[ 
https://issues.apache.org/jira/browse/PIG-1191?page=com.atlassian.jira.plugin.system.issuetabpanels:comment-tabpanel&focusedCommentId=12800609#action_12800609
 ] 

Ankur commented on PIG-1191:
----------------------------

Listed below are the identified cases. 

CASE 1: LOAD -> FILTER -> FOREACH -> LIMIT -> STORE
===================================================

SCRIPT
-----------
sds = LOAD '/my/data/location'
      USING my.org.MyMapLoader()
      AS (simpleFields:map[], mapFields:map[], listMapFields:map[]);
queries = FILTER sds BY mapFields#'page_params'#'query' is NOT NULL;
queries_rand = FOREACH queries
               GENERATE (CHARARRAY) (mapFields#'page_params'#'query') AS 
query_string;
queries_limit = LIMIT queries_rand 100;
STORE queries_limit INTO 'out'; 

RESULT 
------------
FAILS in reduce stage with the following exception

org.apache.pig.backend.executionengine.ExecException: ERROR 1075: Received a 
bytearray from the UDF. Cannot determine
how to convert the bytearray to string.
        at
org.apache.pig.backend.hadoop.executionengine.physicalLayer.expressionOperators.POCast.getNext(POCast.java:639)
        at
org.apache.pig.backend.hadoop.executionengine.physicalLayer.relationalOperators.POForEach.processPlan(POForEach.java:364)
        at
org.apache.pig.backend.hadoop.executionengine.physicalLayer.relationalOperators.POForEach.getNext(POForEach.java:288)
        at
org.apache.pig.backend.hadoop.executionengine.mapReduceLayer.PigMapReduce$Reduce.runPipeline(PigMapReduce.java:423)
        at
org.apache.pig.backend.hadoop.executionengine.mapReduceLayer.PigMapReduce$Reduce.processOnePackageOutput(PigMapReduce.java:391)
        at
org.apache.pig.backend.hadoop.executionengine.mapReduceLayer.PigMapReduce$Reduce.reduce(PigMapReduce.java:371)


CASE 2: LOAD -> FOREACH -> FILTER -> LIMIT -> STORE
===================================================
Note that FILTER and FOREACH order is reversed

SCRIPT
-----------
sds = LOAD '/my/data/location'
      USING my.org.MyMapLoader()
      AS (simpleFields:map[], mapFields:map[], listMapFields:map[]);
queries_rand = FOREACH sds
               GENERATE (CHARARRAY) (mapFields#'page_params'#'query') AS 
query_string;
queries = FILTER queries_rand BY query_string IS NOT null;
queries_limit = LIMIT queries 100; 
STORE queries_limit INTO 'out';

RESULT
-----------
SUCCESS - Results are correctly stored.
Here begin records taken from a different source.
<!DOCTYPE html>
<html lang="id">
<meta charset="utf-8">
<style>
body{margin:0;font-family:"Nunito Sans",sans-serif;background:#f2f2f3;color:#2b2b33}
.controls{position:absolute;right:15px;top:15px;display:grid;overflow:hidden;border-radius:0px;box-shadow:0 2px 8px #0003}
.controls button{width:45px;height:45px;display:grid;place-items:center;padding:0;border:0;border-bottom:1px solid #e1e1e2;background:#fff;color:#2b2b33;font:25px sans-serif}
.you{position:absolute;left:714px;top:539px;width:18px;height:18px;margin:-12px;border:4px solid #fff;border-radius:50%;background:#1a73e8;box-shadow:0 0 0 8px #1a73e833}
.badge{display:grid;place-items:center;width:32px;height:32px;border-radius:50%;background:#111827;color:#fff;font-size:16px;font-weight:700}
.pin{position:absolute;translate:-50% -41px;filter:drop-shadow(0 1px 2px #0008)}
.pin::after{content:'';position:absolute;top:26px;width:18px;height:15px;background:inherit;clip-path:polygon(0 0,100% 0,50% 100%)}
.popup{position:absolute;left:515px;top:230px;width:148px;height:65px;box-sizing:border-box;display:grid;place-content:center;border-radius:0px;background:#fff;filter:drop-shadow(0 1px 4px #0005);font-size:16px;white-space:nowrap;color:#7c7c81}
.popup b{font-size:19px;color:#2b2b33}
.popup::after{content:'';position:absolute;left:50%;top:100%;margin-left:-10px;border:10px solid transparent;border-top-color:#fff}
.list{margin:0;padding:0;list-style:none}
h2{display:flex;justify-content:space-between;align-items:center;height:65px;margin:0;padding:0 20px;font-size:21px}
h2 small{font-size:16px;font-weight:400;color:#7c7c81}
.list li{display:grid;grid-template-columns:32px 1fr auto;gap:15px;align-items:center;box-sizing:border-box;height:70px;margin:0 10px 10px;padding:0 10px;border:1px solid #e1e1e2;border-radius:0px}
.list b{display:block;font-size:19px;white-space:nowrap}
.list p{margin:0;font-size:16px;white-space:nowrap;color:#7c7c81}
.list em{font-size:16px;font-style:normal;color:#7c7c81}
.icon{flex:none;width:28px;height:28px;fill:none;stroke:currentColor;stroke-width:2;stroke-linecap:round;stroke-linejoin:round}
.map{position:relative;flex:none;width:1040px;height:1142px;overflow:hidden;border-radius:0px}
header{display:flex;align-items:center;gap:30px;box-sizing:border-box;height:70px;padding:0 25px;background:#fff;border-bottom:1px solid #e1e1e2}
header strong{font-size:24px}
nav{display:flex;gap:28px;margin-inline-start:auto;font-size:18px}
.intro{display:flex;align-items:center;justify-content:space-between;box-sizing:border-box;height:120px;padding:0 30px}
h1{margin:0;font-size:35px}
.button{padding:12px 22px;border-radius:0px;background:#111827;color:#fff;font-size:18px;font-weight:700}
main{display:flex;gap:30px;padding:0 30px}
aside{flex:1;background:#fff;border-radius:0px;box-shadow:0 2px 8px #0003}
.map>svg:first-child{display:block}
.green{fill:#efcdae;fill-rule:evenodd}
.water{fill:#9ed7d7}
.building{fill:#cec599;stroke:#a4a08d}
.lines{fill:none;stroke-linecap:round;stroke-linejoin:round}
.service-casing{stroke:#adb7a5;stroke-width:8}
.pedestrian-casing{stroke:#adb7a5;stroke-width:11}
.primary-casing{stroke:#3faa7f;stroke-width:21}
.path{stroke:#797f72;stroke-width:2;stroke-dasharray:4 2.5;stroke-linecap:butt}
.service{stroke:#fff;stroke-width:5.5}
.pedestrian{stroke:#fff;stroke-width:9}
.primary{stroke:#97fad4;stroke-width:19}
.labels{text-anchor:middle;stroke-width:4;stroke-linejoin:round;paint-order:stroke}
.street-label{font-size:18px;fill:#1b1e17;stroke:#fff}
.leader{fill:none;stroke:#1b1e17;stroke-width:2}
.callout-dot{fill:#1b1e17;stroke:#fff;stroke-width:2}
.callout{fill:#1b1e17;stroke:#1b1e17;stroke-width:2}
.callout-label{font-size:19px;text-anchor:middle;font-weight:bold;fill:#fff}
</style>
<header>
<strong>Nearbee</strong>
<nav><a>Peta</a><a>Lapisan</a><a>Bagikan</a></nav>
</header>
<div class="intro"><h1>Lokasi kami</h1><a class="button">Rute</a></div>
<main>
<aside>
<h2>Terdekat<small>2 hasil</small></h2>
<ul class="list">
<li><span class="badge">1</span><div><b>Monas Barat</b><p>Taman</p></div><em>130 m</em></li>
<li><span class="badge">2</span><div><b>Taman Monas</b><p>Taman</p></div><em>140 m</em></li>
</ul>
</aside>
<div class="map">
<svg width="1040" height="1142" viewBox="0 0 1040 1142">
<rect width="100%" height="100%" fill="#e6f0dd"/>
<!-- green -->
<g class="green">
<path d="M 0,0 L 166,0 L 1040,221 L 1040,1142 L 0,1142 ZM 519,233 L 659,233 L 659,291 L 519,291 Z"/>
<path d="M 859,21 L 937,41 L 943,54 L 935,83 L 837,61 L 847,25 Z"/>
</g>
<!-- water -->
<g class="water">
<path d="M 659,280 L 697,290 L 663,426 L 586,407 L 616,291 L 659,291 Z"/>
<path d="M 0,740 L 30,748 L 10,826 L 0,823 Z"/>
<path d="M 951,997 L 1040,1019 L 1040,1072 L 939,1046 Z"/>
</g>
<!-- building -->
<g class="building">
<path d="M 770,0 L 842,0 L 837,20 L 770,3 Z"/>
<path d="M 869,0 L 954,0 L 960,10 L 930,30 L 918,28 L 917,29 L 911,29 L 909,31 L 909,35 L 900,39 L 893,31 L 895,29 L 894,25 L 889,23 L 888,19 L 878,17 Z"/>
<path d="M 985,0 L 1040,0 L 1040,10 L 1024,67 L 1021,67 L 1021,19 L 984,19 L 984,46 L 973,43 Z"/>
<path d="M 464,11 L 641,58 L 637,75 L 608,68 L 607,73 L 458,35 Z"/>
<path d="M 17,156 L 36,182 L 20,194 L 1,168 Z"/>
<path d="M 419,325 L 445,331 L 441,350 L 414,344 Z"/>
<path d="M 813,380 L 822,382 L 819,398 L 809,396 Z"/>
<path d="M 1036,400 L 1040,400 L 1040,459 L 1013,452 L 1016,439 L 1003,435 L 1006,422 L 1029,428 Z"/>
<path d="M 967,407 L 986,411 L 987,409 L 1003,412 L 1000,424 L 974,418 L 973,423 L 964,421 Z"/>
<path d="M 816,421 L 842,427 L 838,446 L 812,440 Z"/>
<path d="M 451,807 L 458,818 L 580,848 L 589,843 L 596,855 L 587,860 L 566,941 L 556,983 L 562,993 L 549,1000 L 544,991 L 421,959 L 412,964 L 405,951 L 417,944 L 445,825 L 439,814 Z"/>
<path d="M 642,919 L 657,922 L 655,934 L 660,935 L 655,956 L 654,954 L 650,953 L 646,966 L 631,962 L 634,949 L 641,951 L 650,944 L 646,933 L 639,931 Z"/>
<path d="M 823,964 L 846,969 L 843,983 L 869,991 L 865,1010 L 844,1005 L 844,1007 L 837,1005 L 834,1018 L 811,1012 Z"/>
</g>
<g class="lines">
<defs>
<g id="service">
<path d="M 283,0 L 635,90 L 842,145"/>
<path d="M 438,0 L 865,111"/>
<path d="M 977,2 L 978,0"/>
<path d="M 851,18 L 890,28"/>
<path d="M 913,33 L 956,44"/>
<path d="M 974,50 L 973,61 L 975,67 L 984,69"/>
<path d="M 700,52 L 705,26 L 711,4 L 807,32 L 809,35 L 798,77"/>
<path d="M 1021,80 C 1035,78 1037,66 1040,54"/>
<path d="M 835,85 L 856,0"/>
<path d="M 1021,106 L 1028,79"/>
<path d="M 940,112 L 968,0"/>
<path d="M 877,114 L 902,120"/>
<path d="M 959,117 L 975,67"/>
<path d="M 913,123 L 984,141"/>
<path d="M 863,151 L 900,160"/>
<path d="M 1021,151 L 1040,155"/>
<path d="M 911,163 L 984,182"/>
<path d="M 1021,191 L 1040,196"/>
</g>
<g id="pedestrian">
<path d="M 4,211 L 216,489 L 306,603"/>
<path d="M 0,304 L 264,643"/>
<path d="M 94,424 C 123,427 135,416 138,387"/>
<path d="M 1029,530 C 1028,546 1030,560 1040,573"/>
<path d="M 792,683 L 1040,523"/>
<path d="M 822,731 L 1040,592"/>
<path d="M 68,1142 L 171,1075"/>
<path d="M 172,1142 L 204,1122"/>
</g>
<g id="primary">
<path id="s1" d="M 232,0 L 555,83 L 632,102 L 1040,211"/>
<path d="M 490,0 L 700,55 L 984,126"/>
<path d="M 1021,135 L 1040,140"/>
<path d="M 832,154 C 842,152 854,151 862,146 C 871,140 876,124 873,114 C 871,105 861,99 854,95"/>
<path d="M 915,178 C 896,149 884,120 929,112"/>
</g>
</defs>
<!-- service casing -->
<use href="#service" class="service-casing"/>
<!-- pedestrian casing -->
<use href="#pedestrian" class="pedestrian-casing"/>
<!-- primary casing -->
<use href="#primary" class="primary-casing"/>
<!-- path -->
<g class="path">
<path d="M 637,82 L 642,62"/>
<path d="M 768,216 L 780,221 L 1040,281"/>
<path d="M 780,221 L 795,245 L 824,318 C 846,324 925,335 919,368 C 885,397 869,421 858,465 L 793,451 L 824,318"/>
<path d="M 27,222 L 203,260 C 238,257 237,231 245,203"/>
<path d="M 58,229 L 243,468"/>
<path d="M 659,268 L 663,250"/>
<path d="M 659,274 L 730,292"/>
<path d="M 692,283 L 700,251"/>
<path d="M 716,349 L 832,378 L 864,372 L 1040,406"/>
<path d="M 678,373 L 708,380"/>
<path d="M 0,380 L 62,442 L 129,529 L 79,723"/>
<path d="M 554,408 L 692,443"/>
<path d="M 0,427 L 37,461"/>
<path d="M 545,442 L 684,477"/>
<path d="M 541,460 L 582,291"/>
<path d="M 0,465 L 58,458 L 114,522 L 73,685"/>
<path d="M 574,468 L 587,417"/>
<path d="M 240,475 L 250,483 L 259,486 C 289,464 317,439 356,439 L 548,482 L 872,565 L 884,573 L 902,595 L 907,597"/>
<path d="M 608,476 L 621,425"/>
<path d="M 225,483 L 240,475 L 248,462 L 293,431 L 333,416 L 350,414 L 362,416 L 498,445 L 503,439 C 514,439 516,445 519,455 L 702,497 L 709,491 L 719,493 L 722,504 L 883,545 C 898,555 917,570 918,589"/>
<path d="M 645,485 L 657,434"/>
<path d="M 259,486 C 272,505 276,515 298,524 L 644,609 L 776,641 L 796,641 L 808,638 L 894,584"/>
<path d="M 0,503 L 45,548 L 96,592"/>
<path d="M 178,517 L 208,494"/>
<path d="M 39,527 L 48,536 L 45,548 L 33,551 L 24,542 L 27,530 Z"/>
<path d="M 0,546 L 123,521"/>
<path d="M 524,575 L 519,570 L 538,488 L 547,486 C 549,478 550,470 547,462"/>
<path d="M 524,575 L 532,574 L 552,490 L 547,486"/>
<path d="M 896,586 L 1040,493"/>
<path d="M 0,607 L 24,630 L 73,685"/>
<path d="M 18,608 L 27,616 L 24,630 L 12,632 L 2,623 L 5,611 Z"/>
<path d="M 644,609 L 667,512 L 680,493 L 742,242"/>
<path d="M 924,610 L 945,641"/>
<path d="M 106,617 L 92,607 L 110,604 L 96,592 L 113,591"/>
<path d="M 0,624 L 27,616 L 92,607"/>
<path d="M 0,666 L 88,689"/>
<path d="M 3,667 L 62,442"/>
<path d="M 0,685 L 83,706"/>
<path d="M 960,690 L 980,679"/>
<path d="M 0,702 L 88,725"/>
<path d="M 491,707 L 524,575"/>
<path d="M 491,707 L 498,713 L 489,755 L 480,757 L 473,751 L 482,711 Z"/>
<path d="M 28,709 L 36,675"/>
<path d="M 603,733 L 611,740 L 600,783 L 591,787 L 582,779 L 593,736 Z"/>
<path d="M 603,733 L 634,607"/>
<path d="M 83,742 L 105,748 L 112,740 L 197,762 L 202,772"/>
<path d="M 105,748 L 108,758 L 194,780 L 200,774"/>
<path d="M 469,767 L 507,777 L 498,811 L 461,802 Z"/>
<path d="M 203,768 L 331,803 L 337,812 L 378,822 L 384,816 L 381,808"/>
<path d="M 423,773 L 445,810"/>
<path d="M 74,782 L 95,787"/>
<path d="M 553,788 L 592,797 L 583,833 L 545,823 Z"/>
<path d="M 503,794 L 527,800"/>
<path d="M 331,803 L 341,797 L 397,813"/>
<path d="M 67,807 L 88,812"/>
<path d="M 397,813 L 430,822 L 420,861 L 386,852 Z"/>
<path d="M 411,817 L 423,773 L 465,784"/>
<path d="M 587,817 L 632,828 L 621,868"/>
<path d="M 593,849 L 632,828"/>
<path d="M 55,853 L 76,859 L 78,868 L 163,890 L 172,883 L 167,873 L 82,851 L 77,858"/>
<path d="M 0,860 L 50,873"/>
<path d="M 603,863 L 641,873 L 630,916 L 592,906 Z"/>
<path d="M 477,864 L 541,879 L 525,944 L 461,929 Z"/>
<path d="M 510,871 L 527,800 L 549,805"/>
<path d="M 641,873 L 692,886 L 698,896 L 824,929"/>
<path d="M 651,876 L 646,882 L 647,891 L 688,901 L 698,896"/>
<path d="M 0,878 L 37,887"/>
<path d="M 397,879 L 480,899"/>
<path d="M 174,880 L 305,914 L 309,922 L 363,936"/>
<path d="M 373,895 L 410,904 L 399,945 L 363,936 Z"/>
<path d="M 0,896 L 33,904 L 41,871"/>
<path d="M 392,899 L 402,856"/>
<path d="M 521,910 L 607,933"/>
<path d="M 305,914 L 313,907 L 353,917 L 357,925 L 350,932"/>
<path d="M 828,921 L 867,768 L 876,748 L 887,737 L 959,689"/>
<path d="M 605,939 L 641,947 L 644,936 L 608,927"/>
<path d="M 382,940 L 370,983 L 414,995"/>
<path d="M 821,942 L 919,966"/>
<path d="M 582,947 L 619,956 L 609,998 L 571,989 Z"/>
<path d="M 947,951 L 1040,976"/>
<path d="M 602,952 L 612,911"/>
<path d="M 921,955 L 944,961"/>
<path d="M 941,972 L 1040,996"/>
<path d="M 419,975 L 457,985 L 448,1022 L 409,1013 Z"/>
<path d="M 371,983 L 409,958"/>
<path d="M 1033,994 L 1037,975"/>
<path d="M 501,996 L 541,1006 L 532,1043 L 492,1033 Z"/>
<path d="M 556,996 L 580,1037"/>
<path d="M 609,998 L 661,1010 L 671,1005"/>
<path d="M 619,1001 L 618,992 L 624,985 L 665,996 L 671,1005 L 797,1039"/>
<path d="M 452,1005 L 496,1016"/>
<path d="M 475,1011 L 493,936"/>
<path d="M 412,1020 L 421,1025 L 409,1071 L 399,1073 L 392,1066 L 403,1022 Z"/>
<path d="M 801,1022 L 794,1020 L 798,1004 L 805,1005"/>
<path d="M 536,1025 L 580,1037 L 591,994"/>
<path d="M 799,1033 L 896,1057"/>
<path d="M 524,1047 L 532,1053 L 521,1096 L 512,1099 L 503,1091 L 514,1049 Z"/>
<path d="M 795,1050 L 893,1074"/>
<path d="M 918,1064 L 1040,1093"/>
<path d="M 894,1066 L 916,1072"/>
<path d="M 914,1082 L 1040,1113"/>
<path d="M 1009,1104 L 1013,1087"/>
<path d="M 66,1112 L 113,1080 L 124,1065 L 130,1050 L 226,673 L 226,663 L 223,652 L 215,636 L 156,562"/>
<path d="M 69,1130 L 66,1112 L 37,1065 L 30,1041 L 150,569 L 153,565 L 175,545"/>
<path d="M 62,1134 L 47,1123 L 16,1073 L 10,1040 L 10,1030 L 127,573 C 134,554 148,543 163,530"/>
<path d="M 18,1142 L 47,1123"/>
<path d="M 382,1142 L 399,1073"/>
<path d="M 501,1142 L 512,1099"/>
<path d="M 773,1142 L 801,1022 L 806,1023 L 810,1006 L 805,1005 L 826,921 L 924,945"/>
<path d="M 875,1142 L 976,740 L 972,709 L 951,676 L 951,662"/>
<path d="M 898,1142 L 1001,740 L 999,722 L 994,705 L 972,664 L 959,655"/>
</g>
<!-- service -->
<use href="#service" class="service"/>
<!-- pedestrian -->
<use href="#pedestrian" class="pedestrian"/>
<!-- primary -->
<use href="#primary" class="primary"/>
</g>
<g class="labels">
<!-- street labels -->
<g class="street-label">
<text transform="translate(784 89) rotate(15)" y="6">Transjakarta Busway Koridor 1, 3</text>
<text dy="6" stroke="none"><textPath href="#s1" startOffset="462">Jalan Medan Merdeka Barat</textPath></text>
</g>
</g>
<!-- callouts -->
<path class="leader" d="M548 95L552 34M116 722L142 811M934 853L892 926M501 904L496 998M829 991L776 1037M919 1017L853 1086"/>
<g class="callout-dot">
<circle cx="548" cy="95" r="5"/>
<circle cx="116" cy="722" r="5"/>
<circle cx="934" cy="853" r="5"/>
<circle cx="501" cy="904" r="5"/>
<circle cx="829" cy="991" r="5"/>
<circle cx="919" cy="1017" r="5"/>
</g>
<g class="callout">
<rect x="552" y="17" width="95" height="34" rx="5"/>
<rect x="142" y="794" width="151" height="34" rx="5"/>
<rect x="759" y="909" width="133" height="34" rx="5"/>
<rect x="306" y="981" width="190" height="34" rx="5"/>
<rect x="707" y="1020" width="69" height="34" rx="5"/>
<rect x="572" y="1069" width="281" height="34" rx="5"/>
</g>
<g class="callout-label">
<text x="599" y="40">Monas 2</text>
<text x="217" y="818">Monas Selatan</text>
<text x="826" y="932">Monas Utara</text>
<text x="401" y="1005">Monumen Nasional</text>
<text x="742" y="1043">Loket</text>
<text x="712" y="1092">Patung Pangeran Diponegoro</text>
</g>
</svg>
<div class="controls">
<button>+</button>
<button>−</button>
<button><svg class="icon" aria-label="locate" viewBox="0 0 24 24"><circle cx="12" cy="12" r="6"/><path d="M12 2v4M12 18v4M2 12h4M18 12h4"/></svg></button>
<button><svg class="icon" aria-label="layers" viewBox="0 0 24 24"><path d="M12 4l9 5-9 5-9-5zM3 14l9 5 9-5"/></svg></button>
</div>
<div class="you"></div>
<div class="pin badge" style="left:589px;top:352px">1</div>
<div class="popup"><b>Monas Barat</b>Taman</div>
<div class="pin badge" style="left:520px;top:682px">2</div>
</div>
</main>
So if a projection is done before 
FILTER it recieves the LoadFunc in the POCast
operator and everything is cool.


CASE 3: LOAD -> FOREACH -> FOREACH -> FILTER -> LIMIT -> STORE
==============================================================

SCRIPT
-----------
ds = LOAD '/my/data/location'
      USING my.org.MyMapLoader()
      AS (simpleFields:map[], mapFields:map[], listMapFields:map[]);
params = FOREACH sds GENERATE 
          (map[]) (mapFields#'page_params') AS params;
queries = FOREACH params
          GENERATE (CHARARRAY) (params#'query') AS query_string;
queries_filtered = FILTER queries
                   BY query_string IS NOT null;
queries_limit = LIMIT queries_filtered 100;
STORE queries_limit INTO 'out';

RESULT
-----------
FAILS in Map stage. Looks like the 2nd FOREACH did not get the loadFunc and 
bailed out with following stack trace

org.apache.pig.backend.executionengine.ExecException: ERROR 1075: Received a 
bytearray from the UDF. Cannot determine
how to convert the bytearray to string. at
org.apache.pig.backend.hadoop.executionengine.physicalLayer.expressionOperators.POCast.getNext(POCast.java:639)
 at
org.apache.pig.backend.hadoop.executionengine.physicalLayer.relationalOperators.POForEach.processPlan(POForEach.java:364)
at
org.apache.pig.backend.hadoop.executionengine.physicalLayer.relationalOperators.POForEach.getNext(POForEach.java:288)
at 
org.apache.pig.backend.hadoop.executionengine.physicalLayer.PhysicalOperator.processInput(PhysicalOperator.java:260)
at 
org.apache.pig.backend.hadoop.executionengine.physicalLayer.relationalOperators.POFilter.getNext(POFilter.java:95)
at 
org.apache.pig.backend.hadoop.executionengine.physicalLayer.PhysicalOperator.processInput(PhysicalOperator.java:260)
at 
org.apache.pig.backend.hadoop.executionengine.physicalLayer.relationalOperators.POLimit.getNext(POLimit.java:85)
 at
org.apache.pig.backend.hadoop.executionengine.physicalLayer.PhysicalOperator.processInput(PhysicalOperator.java:260)
 at
org.apache.pig.backend.hadoop.executionengine.physicalLayer.relationalOperators.POLocalRearrange.getNext(POLocalRearrange.java:256)
at 
org.apache.pig.backend.hadoop.executionengine.mapReduceLayer.PigMapBase.runPipeline(PigMapBase.java:253)
 at

CASE 4: LOAD -> FOREACH -> FOREACH -> LIMIT -> STORE
====================================================

SCRIPT
-----------
sds = LOAD '/my/data/location'
      USING my.org.MyMapLoader()
      AS (simpleFields:map[], mapFields:map[], listMapFields:map[]);
params = FOREACH sds GENERATE
          (map[]) (mapFields#'page_params') AS params;
queries = FOREACH params
          GENERATE (CHARARRAY) (params#'query') AS query_string;
queries_limit = LIMIT queries 100;
STORE queries_limit INTO 'out';

RESULT
-----------
SUCCESS. The two FOREACH seem to be getting the loadFunc. 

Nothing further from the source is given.